Demon Star In Ancient Egypt Calendar May Be Earliest Example Of Variable Star
The Demon Star marked on an ancient Egyptian calendar may be the earliest known record of a variable star, according to astronomers.
MSNBC reports that researcher Lauir Jetso, an astronomer at the University of Helsinki, stated that:
“It seems that the first observation of a variable star was made 3,000 years earlier than was previously thought.”
A variable star is a star that dims in the night sky by a factor of ten when it is eclipsed in the night sky, and the dimming is visible with the naked eye.
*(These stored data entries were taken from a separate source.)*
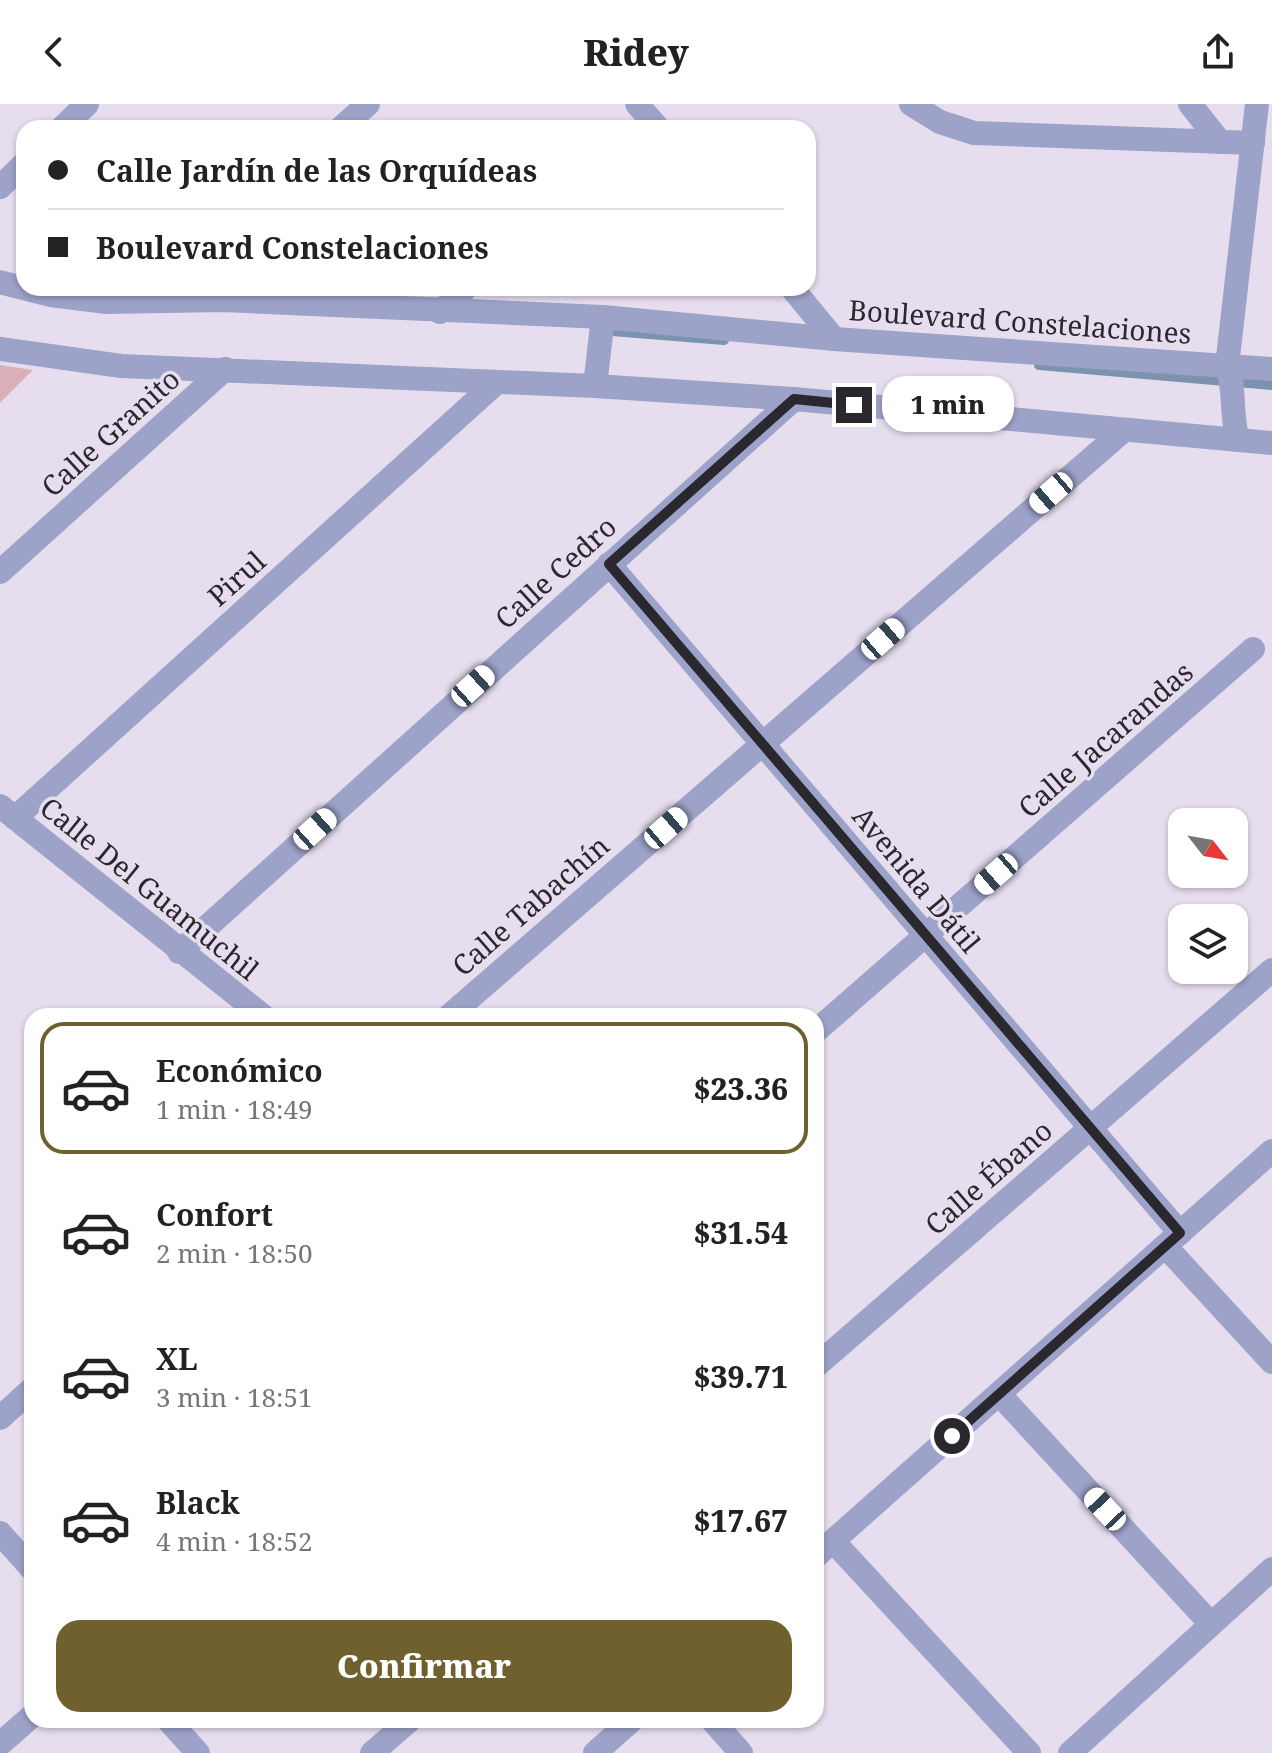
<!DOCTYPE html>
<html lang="es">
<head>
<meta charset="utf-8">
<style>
	body { margin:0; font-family:"Noto Serif",serif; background:#f2f2f2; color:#222; height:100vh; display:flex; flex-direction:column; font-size:30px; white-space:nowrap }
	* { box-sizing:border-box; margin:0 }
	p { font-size:26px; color:#767676 }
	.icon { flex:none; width:44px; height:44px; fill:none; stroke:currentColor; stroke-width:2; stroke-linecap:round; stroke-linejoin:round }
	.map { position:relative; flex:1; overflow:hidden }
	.side { position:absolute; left:24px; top:904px; width:800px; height:720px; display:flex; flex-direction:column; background:#fff; border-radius:24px; box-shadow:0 2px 6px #0004 }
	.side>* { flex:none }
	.hud { position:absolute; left:16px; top:16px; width:800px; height:176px; border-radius:24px; box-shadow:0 2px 6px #0004; display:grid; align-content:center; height:176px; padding:0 32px; background:#fff }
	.needle { width:52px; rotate:121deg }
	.buttons { position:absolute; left:1168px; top:704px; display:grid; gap:16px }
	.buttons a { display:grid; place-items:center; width:80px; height:80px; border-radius:16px; background:#fff; box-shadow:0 2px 6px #0004; font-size:40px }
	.end { position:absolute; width:36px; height:36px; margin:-18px; border:10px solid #2a272e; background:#fff; box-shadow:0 0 0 4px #fff }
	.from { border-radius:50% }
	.bubble { position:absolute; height:56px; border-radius:24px; background:#fff; box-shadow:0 2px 6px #0004; font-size:26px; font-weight:800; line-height:56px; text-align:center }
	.car { position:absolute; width:24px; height:48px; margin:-24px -12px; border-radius:10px; box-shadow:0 0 6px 2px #0007; background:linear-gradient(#fff 24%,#345 0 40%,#fff 0 76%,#345 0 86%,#fff 0) }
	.hud b { display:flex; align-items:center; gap:28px; height:76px; font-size:30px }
	.hud b+b { border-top:2px solid #e0e0e0 }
	.hud i { width:20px; height:20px; background:#222 }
	ul { padding:14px 0 0; list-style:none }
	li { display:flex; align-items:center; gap:24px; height:132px; margin:0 16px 12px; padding:0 16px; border:4px solid transparent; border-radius:24px }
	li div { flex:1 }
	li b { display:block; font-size:30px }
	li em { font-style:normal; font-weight:800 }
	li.on { border-color:#6f602d }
	li>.icon { width:72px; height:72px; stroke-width:1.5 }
	.primary-button { display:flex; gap:16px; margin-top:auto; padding:16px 32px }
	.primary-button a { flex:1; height:92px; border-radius:24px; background:#6f602d; color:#fff; font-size:32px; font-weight:800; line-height:92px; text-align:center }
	header { display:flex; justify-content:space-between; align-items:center; height:104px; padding:0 32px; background:#fff; font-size:36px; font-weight:800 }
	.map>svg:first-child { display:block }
	.green { fill:#dbafb7 }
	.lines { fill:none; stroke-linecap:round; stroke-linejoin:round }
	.stream { stroke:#7c93ad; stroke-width:10 }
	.minor { stroke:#9da2c8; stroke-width:24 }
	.tertiary { stroke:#9da2c8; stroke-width:24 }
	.route { stroke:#2a272e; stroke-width:10 }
	.labels { text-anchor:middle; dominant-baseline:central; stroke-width:7; stroke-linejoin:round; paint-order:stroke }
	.street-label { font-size:28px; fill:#2a272e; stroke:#e6deef }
</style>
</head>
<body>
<header><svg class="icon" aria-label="back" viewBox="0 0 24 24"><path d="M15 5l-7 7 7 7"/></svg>Ridey<svg class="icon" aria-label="share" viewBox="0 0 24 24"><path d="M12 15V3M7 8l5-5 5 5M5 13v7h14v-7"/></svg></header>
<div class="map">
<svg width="1272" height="1649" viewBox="0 0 1272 1649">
	<rect width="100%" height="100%" fill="#e6deef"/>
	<polygon class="green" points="0,261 33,266 0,299"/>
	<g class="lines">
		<g class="stream">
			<polyline points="600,226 724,236"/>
			<polyline points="1039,261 1272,281"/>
		</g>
		<g class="minor">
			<polyline points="637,0 658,24"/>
			<polyline points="911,0 940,18 974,29 1253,39"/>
			<polyline points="1190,0 1220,38"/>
			<polyline points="62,24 87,0"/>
			<polyline points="341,24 368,0"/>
			<polyline points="0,83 24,60"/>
			<polyline points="792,184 834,235"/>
			<polyline points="440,208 466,184"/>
			<path d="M1238,336C1230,311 1236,286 1227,262L1257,0"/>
			<polyline points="609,460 1180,1129"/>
			<polyline points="0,468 225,265"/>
			<polyline points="0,702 263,912"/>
			<polyline points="15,714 497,278"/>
			<polyline points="179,848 794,295"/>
			<polyline points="449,912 1123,327"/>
			<polyline points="816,927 1253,545"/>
			<polyline points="1165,1142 1272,1258"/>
			<polyline points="816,1262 1272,866"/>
			<polyline points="999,1290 1211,1520"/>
			<polyline points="0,1314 32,1285"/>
			<polyline points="0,1429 32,1465"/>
			<polyline points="833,1437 1029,1649"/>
			<polyline points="168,1616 198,1649"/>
			<polyline points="712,1616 741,1649"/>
			<polyline points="0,1640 32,1612"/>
			<polyline points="372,1649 410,1616"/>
			<polyline points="1070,1649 1272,1465"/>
		</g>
		<g class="tertiary">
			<polyline points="0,178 50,191 107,198 223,196 603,213 834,235 1272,265"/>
			<polyline points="0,245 121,262 595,282 794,295 1272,339"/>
			<polyline points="595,282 603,213"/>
			<polyline points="816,1452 1272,1047"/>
			<polyline points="595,1649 632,1616"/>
		</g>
	</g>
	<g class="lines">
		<polyline class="route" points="854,301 794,295 609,460 1180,1129 952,1332"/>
	</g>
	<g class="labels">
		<g class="street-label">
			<text transform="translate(1020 217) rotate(4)">Boulevard Constelaciones</text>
			<text transform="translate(110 328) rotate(-42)">Calle Granito</text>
			<text transform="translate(555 468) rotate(-42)">Calle Cedro</text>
			<text transform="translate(236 474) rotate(-42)">Pirul</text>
			<text transform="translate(1105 635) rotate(-41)">Calle Jacarandas</text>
			<text transform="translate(917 775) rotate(50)">Avenida Dátil</text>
			<text transform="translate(150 784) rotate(39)">Calle Del Guamuchil</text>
			<text transform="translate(530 801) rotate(-41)">Calle Tabachín</text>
			<text transform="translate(988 1073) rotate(-41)">Calle Ébano</text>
		</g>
	</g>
</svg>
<div class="buttons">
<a><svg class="needle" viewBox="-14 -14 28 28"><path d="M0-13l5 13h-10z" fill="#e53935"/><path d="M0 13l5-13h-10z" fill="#767676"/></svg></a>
<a><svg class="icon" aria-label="layers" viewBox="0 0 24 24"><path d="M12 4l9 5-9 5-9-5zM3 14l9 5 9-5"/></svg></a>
</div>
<i class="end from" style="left:952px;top:1332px"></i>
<i class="end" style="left:854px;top:301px"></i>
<div class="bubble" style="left:882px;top:272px;width:132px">1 min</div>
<i class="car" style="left:1051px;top:389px;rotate:229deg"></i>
<i class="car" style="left:883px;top:535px;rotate:49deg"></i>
<i class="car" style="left:473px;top:582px;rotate:48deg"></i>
<i class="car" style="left:666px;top:724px;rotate:49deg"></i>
<i class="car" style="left:315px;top:725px;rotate:48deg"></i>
<i class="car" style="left:996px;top:770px;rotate:229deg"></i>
<i class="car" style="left:1105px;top:1405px;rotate:317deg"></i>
<div class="hud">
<b><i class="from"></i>Calle Jardín de las Orquídeas</b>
<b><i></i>Boulevard Constelaciones</b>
</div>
<section class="side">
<ul>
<li class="on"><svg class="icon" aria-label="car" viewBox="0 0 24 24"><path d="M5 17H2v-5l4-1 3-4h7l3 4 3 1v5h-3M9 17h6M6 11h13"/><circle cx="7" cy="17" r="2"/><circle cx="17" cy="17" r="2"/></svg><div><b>Económico</b><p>1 min · 18:49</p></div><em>$23.36</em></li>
<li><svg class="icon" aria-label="car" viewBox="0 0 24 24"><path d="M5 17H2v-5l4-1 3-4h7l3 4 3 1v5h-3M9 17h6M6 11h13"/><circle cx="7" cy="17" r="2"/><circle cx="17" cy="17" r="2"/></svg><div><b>Confort</b><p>2 min · 18:50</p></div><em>$31.54</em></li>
<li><svg class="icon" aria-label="car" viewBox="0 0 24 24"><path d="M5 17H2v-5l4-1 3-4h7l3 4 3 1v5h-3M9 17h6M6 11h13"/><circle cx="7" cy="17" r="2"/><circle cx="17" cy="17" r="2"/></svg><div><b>XL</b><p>3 min · 18:51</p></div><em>$39.71</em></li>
<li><svg class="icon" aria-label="car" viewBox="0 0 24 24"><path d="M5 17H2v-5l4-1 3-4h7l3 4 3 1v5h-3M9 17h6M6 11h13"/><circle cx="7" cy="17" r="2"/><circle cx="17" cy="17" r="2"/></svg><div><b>Black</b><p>4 min · 18:52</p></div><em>$17.67</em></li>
</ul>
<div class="primary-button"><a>Confirmar</a></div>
</section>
</div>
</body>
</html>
Web Pro News reports that in the Egyptian calendar, called the Cairo Calendar, a papyrus document dating between 1163 and 1271 B.C, Sebastian Porceddu, an astronomer and Egyptologist at the University of Helsinki:
“The eclipse seems to be linked with the lucky days, because it represents the pacification of the Eye of Horus. A bright Eye of Horus meant it is raging and a threat to mankind.”
According to MSNBC, the ancient Egyptians wrote their calendars to show lucky and unlucky days, using three hieroglyphics which indicate either good or bad luck. This reference in the Egyptian calendar closely resembles the pattern of Algol, also known as the Demon Star, which is located about 93 light-years away in the constellation Perseus.
The name comes from the Arabic phrase, ra’s al-ghul, which also means “the demon’s head.” It is the brightest known variable star, also known as an eclipsing binary star. According to MSNBC, the large member of the system, Beta Persei A, is regularly eclipsed by the dimmer Beta Persei B. From our point of view on Earth, Algol’s dimming can be seen without a telescope.
With the discovery of the Demon Star’s reference in the Cairo Calendar, scientists will be looking for more references of variable stars in ancient texts.